May offset certain adverse effects. Sexual dysfunction is a common adverse effect of SSRIs. One strategy to offset this phenomenon is to add bupropion. However, in a randomized controlled trial, Landén et al19 found that sexual adverse effects induced by SSRIs were greatly mitigated by adding buspirone, even within the first week of treatment.
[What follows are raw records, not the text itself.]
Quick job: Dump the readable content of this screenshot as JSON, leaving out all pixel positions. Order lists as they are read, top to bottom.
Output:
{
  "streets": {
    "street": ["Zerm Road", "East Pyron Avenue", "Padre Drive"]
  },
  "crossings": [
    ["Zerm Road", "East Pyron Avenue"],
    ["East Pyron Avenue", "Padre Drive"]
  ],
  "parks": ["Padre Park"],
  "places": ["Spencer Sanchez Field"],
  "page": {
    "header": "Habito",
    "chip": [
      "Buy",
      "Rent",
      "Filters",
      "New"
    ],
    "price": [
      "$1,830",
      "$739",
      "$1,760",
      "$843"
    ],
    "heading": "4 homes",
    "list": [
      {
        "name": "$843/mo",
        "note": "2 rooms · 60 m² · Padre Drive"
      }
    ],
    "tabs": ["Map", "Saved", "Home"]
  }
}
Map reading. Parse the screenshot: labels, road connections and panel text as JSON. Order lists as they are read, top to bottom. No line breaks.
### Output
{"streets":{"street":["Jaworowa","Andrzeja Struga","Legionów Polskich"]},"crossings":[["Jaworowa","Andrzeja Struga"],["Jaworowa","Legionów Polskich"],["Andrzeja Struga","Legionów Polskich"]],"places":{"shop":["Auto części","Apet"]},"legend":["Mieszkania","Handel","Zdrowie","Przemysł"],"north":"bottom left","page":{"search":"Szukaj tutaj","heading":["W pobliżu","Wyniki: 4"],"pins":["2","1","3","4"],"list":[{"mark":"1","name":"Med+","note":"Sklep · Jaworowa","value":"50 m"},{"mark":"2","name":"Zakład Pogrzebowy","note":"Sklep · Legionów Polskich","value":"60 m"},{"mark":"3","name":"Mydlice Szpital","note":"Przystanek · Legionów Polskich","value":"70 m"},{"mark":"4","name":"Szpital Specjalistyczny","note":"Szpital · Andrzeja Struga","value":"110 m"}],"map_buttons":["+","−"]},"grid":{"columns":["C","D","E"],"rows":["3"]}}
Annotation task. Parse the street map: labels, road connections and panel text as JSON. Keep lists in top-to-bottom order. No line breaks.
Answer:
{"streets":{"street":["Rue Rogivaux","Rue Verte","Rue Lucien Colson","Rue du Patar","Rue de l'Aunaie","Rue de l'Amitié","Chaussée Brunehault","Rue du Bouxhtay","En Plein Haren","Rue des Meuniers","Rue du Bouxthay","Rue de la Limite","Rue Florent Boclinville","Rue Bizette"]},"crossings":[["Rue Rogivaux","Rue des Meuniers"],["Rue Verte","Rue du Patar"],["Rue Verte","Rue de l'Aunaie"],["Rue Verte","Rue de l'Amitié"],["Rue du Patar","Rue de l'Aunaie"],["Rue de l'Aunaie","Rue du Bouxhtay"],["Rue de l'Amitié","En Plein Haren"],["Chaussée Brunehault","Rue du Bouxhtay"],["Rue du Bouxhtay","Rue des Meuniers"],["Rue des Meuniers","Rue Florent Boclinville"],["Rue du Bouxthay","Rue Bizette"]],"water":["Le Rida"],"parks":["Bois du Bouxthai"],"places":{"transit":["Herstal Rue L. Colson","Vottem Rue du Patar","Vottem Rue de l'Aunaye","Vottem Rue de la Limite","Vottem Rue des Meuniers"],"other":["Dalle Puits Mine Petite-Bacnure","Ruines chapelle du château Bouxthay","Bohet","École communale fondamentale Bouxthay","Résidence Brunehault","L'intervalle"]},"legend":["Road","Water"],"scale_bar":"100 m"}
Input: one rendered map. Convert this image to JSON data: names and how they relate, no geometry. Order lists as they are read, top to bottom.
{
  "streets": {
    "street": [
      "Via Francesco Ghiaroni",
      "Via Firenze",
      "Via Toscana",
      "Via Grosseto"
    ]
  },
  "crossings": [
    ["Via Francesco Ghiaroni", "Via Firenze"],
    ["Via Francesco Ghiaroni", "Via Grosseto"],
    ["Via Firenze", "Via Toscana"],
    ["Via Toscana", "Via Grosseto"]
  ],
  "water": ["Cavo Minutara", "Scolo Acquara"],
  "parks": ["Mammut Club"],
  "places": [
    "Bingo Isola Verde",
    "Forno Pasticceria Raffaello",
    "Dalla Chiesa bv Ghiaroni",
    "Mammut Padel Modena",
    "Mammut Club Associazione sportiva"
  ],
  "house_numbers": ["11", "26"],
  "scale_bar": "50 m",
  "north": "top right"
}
This improvement was more marked in women than in men, which is helpful because sexual dysfunction in women is generally resistant to other interventions.20 Unlike bupropion, buspirone is not contraindicated in patients with seizure and/or eating disorders.4 Additionally, the American Psychiatric Association practice guidelines for the treatment of major depressive disorder identify buspirone as a useful strategy in treating erectile dysfunction and orgasmic dysfunction due to SSRI treatment.15
Unlikely to cause extrapyramidal symptoms (EPS). Because of its central D2 antagonism, buspirone has a low potential (<1%) to produce EPS. Buspirone has even been shown to reverse haloperidol-induced EPS.21
The Table4 highlights key points to bear in mind when prescribing buspirone.
Challenges with buspirone
Response is not immediate. Unlike benzodiazepines, buspirone does not have an immediate onset of action.22 With buspirone monotherapy, response may be seen in approximately 2 to 4 weeks.23 Therefore, patients transitioning from a quick-onset benzodiazepine to buspirone may not report a good response. However, as noted above, when using buspirone to treat SSRI-induced sexual dysfunction, response may emerge within 1 week.19 Buspirone also lacks the euphoric and sedative qualities of benzodiazepines that patients may prefer.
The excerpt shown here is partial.